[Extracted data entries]
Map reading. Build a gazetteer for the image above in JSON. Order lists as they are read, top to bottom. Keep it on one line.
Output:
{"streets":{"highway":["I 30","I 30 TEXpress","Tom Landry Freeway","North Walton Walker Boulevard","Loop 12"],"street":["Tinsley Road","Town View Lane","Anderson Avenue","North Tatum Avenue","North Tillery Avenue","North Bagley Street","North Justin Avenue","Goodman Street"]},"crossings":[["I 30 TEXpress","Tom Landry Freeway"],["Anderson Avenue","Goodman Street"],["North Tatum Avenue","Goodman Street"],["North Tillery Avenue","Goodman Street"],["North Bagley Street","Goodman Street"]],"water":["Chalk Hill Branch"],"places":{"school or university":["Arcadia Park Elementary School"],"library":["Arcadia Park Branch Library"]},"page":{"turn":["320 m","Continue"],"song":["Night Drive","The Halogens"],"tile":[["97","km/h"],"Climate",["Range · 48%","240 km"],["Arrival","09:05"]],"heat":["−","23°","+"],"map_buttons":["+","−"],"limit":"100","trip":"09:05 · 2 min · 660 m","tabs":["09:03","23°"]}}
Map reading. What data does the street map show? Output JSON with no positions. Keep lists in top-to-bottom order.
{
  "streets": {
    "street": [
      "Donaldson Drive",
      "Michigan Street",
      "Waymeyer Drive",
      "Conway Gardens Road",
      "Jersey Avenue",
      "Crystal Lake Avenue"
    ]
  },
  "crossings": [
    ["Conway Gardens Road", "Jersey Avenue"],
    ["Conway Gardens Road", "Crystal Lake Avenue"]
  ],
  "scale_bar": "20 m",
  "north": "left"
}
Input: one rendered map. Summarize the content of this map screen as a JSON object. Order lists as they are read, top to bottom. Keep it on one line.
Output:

#### YOUR TASK:
Starting with the line that contains "Map reading. What", return every line through the last one of the records, exactly as written.

#### RESPONSE FOR THIS EXERCISE:
Map reading. What data does the street map show? Output JSON with no positions. Keep lists in top-to-bottom order.
{
  "streets": {
    "street": [
      "Donaldson Drive",
      "Michigan Street",
      "Waymeyer Drive",
      "Conway Gardens Road",
      "Jersey Avenue",
      "Crystal Lake Avenue"
    ]
  },
  "crossings": [
    ["Conway Gardens Road", "Jersey Avenue"],
    ["Conway Gardens Road", "Crystal Lake Avenue"]
  ],
  "scale_bar": "20 m",
  "north": "left"
}
Input: one rendered map. Summarize the content of this map screen as a JSON object. Order lists as they are read, top to bottom. Keep it on one line.
Output:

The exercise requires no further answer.